The Aberfeldy distillery was built by whisky baron Tommy Dewar in 1896 to provide fillings for Dewar's White Label blend.

The US-based drinks group now wants to promote it as the spiritual home of Dewar's, which is one of the world's top 10 Scotch whisky brands, selling nearly four million cases a year.

Diageo continues to package Dewar's under contract at its Leven bottling plant in Fife, but Bacardi said yesterday it would announce new arrangements for bottling the product in March.

Bacardi is widely expected to build a new bottling plant on the site of its London Road warehouse in Glasgow. If this emerges as the chosen solution, Bacardi's small bottling plant in Coatbridge, which packages about one million bottles of William Lawson whisky per year, is likely to close so that all operations can be concentrated on a single site.

Neil Boyd, the marketing manager of Bacardi's John Dewar & Sons Scotch whisky subsidiary, said an announcement about new bottling arrangements would be made ''within the next three weeks,'' but he declined to say what form these would take.

Bacardi held discussions with Diageo last year about buying its Strathleven bottling plant in Dunbartonshire, which has been earmarked for closure, but these were broken off in December.

Boyd confirmed that there was little room to expand Bacardi's Coatbridge plant, which employs 50 people, while there was plenty of space available at the London Road site in Glasgow. But he refused to be drawn further.

Bacardi is under pressure to decide soon on new bottling arrangements for Dewar's because the US Federal Trade Commission has determined that Diageo must stop packaging it under contract by June 2000.
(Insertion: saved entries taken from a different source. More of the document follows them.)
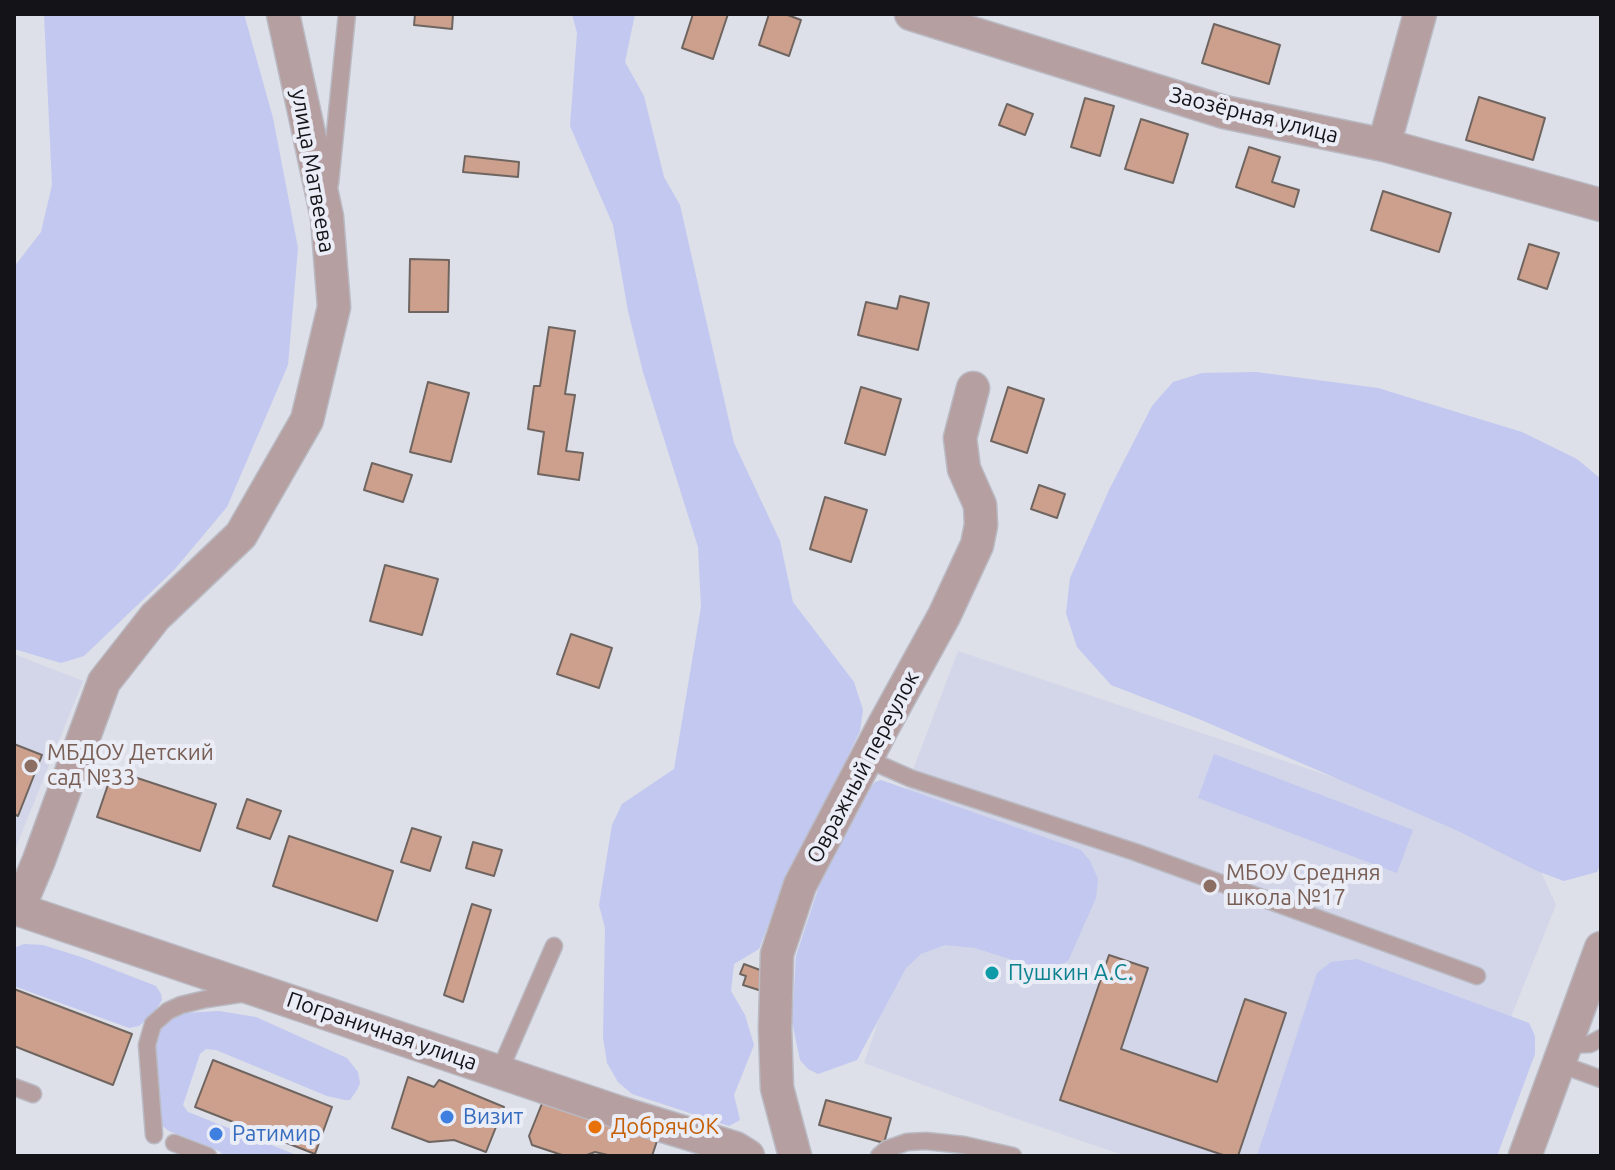 <!DOCTYPE html>
<html>
<head>
<meta charset="utf-8">
<style>
  body { margin:0 }
  #map { position:relative; width:1615px; height:1170px; overflow:hidden; background:#dddfe9; font-family:Ubuntu,sans-serif }
  canvas { display:block }
  .frame { position:absolute; inset:0; border:16px solid #141418; pointer-events:none }
</style>
</head>
<body>
<div id="map">
<canvas width="1615" height="1170"></canvas>
<div class="frame"></div>
</div>
<script>
const c = document.querySelector('canvas').getContext('2d');
c.lineJoin = 'round';
function fillPath(path, color) { c.fillStyle = color; c.fill(path, 'evenodd'); }
const toPath = rows => new Path2D(rows.map(r => 'M' + r).join(''));
function stroke(path, color, width, dash) { c.strokeStyle = color; c.lineWidth = width; c.lineCap = dash ? 'butt' : 'round'; c.setLineDash(dash || []); c.stroke(path); }
function label(font, color, halo, rows, align = 'center') {
  c.font = font + ' Ubuntu,sans-serif'; c.lineWidth = 8; c.setLineDash([]); c.textBaseline = 'middle'; c.strokeStyle = halo; c.fillStyle = color; for (const [text, x, y, turn = 0] of rows) {
    c.save(); c.translate(x, y); c.rotate((+turn || 0) * Math.PI / 180); c.textAlign = isNaN(turn) ? turn : align; if (halo) c.strokeText(text, 0, 0); c.fillText(text, 0, 0); c.restore();
  }
}
const built = toPath([
  [958,651,1528,843,1556,905,1455,1156,1126,1156,1014,1118,864,1063,909,932,881,867,910,778],
  [14,654,83,681,14,852]
]);
const green = toPath([
  [44,14,244,14,273,118,298,248,288,365,227,507,174,570,84,656,61,663,14,649,14,267,41,232,52,185],
  [572,14,635,14,625,62,644,96,664,177,680,205,734,443,780,541,793,602,854,682,863,710,860,731,776,905,759,949,734,964,731,991,745,1015,754,1045,734,1095,740,1120,729,1126,632,1094,618,1082,607,1063,603,1037,605,928,599,905,612,825,622,804,674,769,701,607,698,547,643,372,628,311,613,225,570,126,577,33],
  [1256,372,1378,388,1522,432,1577,459,1601,479,1601,863,1597,872,1564,881,1537,871,1456,830,1199,719,1111,685,1077,647,1066,613,1070,578,1109,490,1152,406,1173,382,1202,373],
  [1214,754,1413,830,1397,873,1198,798],
  [881,780,1081,850,1090,861,1098,879,1096,898,1068,961,1047,971,975,948,945,945,921,954,906,968,857,1060,818,1074,808,1069,800,1060,792,1022,796,956,819,886,871,787,875,782],
  [24,944,43,945,84,958,156,986,161,994,162,1000,154,1013,139,1026,129,1028,14,986,14,948],
  [1357,959,1529,1023,1535,1036,1535,1054,1497,1156,1257,1156,1317,973,1331,962],
  [219,1011,256,1017,347,1058,358,1072,360,1083,357,1090,350,1100,345,1100,327,1096,216,1050,206,1049,200,1054,183,1105,188,1112,299,1156,224,1156,219,1151,169,1131,161,1125,158,1116,155,1036,159,1029,169,1019,184,1013]
]);
const building = toPath([
  [415,14,453,14,452,29,414,25,415,14],
  [693,14,728,14,713,59,682,48,693,14],
  [769,14,785,14,801,20,789,56,759,45,769,14],
  [1214,24,1280,45,1269,84,1202,63,1214,24],
  [1479,97,1545,118,1533,160,1466,140,1479,97],
  [1085,98,1114,106,1100,156,1071,147,1085,98],
  [1007,104,1033,114,1025,135,999,125,1007,104],
  [1141,119,1188,134,1173,183,1125,169,1141,119],
  [1249,147,1280,157,1272,182,1299,190,1294,207,1236,187,1249,147],
  [465,156,519,162,518,177,463,172,465,156],
  [1383,191,1451,213,1439,252,1371,230,1383,191],
  [1529,244,1559,253,1547,289,1518,279,1529,244],
  [410,259,449,260,448,312,409,312,410,259],
  [900,296,929,303,918,350,858,335,866,302,897,309,900,296],
  [549,327,575,331,565,394,575,395,566,451,583,453,579,480,538,474,544,432,528,429,534,386,540,386,549,327],
  [428,382,469,393,451,462,410,452,428,382],
  [861,387,901,399,885,455,845,443,861,387],
  [1008,387,1044,399,1027,453,991,441,1008,387],
  [372,463,412,475,403,502,364,490,372,463],
  [1039,485,1065,494,1057,518,1031,509,1039,485],
  [825,497,867,510,851,562,810,549,825,497],
  [385,565,438,579,422,635,370,621,385,565],
  [571,634,612,648,599,688,557,674,571,634],
  [14,744,42,755,18,816,14,814,14,744],
  [113,770,216,804,200,851,97,817,113,770],
  [247,799,281,811,270,839,237,828,247,799],
  [412,828,441,837,430,871,401,862,412,828],
  [289,836,393,871,377,921,273,886,289,836],
  [473,842,502,850,494,876,466,868,473,842],
  [472,904,491,910,463,1002,444,995,472,904],
  [1109,955,1148,968,1121,1049,1217,1082,1245,999,1286,1013,1238,1156,1226,1156,1060,1100,1109,955],
  [744,964,768,973,762,991,743,985,746,976,740,974,744,964],
  [14,989,132,1034,113,1085,14,1046,14,989],
  [213,1060,332,1107,315,1154,195,1107,213,1060],
  [408,1077,434,1087,439,1080,504,1107,486,1152,454,1140,429,1142,392,1128,408,1077],
  [545,1096,661,1129,652,1156,612,1156,595,1152,584,1156,565,1156,532,1145,529,1136,545,1096],
  [826,1100,891,1118,884,1143,819,1125,826,1100]
]);
const service = toPath([
  [330,183,347,14],
  [867,759,910,778,1135,852,1477,976],
  [1566,1045,1590,1044,1601,1038],
  [1560,1064,1601,1079],
  [499,1072,554,946],
  [14,1087,33,1094],
  [154,1135,147,1045,153,1024,168,1011,181,1005,206,999,246,993],
  [174,1143,208,1156],
  [879,1156,887,1149,907,1142,926,1141,964,1145,1013,1156]
]);
const minor = toPath([
  [911,14,1224,112,1384,145,1601,205],
  [1384,145,1420,14],
  [14,908,618,1112,735,1148,748,1156],
  [18,910,39,860,104,682,155,617,241,535,307,420,334,307,327,217,283,14],
  [795,1156,777,1088,775,1029,777,954,800,885,884,725,944,616,977,545,981,525,980,505,964,469,960,438,973,388],
  [1525,1156,1601,948]
]);
const markers = [
  [31,766,8,"#8d6e63"],
  [1210,886,8,"#8d6e63"],
  [992,973,8,"#0f9aa8"],
  [447,1117,8,"#3f7fe0"],
  [595,1127,8,"#e8710a"],
  [216,1134,8,"#3f7fe0"]
];
const streetNames = [
  ["Заозёрная улица",1254,115,14],
  ["улица Матвеева",313,171,80],
  ["Овражный переулок",863,767,-62],
  ["Пограничная улица",382,1031,19]
];
const educationNames = [
  ["МБДОУ Детский",47,753],
  ["сад №33",47,778],
  ["МБОУ Средняя",1226,873],
  ["школа №17",1226,898]
];
const cultureNames = [
  ["Пушкин А.С.",1008,973]
];
const shopNames = [
  ["Визит",463,1117],
  ["Ратимир",232,1134]
];
const foodNames = [
  ["ДобрячОК",611,1127]
];
fillPath(built, '#d3d6e8');
fillPath(green, '#c2c8ef');
fillPath(building, '#cca08d');
stroke(building, '#6f6560', 2);
stroke(service, '#b9bac3', 19);
stroke(minor, '#b9bac3', 35);
stroke(service, '#b69fa0', 16);
stroke(minor, '#b69fa0', 32);
for (const [x, y, r, color] of markers) { const dot = new Path2D(); dot.arc(x, y, r, 0, 2 * Math.PI); c.fillStyle = color; c.fill(dot); stroke(dot, '#eaecf6', 3); }
label('22px', '#141418', '#eaecf6', streetNames);
label('22px', '#785e54', '#eaecf6', educationNames, 'left');
label('22px', '#0d838f', '#eaecf6', cultureNames, 'left');
label('22px', '#366cbe', '#eaecf6', shopNames, 'left');
label('22px', '#c56008', '#eaecf6', foodNames, 'left');
</script>
</body>
</html>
Bacardi bought Dewar's, four malt whisky distilleries and two gin brands from Diageo for #1.15bn last year after EU and US regulators forced Diageo to sell these assets as their price for approving the merger of Guinness and Grand Metropolitan.

Boyd said the Aberfeldy centre would feature a Dewar's brand heritage centre with state-of-the-art inter-active displays besides offering the standard distillery tour followed by a tasting session.